Exercise goal> Every entry here should be copied exactly.
**** Data to examine
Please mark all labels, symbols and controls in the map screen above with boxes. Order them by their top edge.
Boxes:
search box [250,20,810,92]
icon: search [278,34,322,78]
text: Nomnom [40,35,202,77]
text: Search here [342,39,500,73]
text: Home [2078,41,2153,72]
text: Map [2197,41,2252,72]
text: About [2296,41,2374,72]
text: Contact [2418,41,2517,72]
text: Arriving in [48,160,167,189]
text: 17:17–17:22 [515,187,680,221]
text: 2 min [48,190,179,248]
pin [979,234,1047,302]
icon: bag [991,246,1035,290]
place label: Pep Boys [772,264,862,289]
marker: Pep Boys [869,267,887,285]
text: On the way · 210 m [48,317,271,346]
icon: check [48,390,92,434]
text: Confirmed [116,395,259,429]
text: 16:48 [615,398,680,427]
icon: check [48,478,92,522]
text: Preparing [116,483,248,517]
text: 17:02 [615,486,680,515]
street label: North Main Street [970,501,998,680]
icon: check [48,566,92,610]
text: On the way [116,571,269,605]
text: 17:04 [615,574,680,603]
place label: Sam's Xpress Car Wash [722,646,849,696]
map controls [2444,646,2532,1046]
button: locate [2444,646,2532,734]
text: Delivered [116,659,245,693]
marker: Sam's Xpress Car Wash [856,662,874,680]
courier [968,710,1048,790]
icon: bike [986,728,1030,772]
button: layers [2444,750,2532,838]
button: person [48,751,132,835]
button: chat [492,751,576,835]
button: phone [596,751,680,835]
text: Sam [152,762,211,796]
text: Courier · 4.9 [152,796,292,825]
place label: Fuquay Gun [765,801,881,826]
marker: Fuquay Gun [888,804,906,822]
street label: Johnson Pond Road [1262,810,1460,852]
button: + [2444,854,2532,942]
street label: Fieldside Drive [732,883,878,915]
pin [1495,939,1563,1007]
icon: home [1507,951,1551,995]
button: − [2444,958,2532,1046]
********
Exercise answer>
Please mark all labels, symbols and controls in the map screen above with boxes. Order them by their top edge.
Boxes:
search box [250,20,810,92]
icon: search [278,34,322,78]
text: Nomnom [40,35,202,77]
text: Search here [342,39,500,73]
text: Home [2078,41,2153,72]
text: Map [2197,41,2252,72]
text: About [2296,41,2374,72]
text: Contact [2418,41,2517,72]
text: Arriving in [48,160,167,189]
text: 17:17–17:22 [515,187,680,221]
text: 2 min [48,190,179,248]
pin [979,234,1047,302]
icon: bag [991,246,1035,290]
place label: Pep Boys [772,264,862,289]
marker: Pep Boys [869,267,887,285]
text: On the way · 210 m [48,317,271,346]
icon: check [48,390,92,434]
text: Confirmed [116,395,259,429]
text: 16:48 [615,398,680,427]
icon: check [48,478,92,522]
text: Preparing [116,483,248,517]
text: 17:02 [615,486,680,515]
street label: North Main Street [970,501,998,680]
icon: check [48,566,92,610]
text: On the way [116,571,269,605]
text: 17:04 [615,574,680,603]
place label: Sam's Xpress Car Wash [722,646,849,696]
map controls [2444,646,2532,1046]
button: locate [2444,646,2532,734]
text: Delivered [116,659,245,693]
marker: Sam's Xpress Car Wash [856,662,874,680]
courier [968,710,1048,790]
icon: bike [986,728,1030,772]
button: layers [2444,750,2532,838]
button: person [48,751,132,835]
button: chat [492,751,576,835]
button: phone [596,751,680,835]
text: Sam [152,762,211,796]
text: Courier · 4.9 [152,796,292,825]
place label: Fuquay Gun [765,801,881,826]
marker: Fuquay Gun [888,804,906,822]
street label: Johnson Pond Road [1262,810,1460,852]
button: + [2444,854,2532,942]
street label: Fieldside Drive [732,883,878,915]
pin [1495,939,1563,1007]
icon: home [1507,951,1551,995]
button: − [2444,958,2532,1046]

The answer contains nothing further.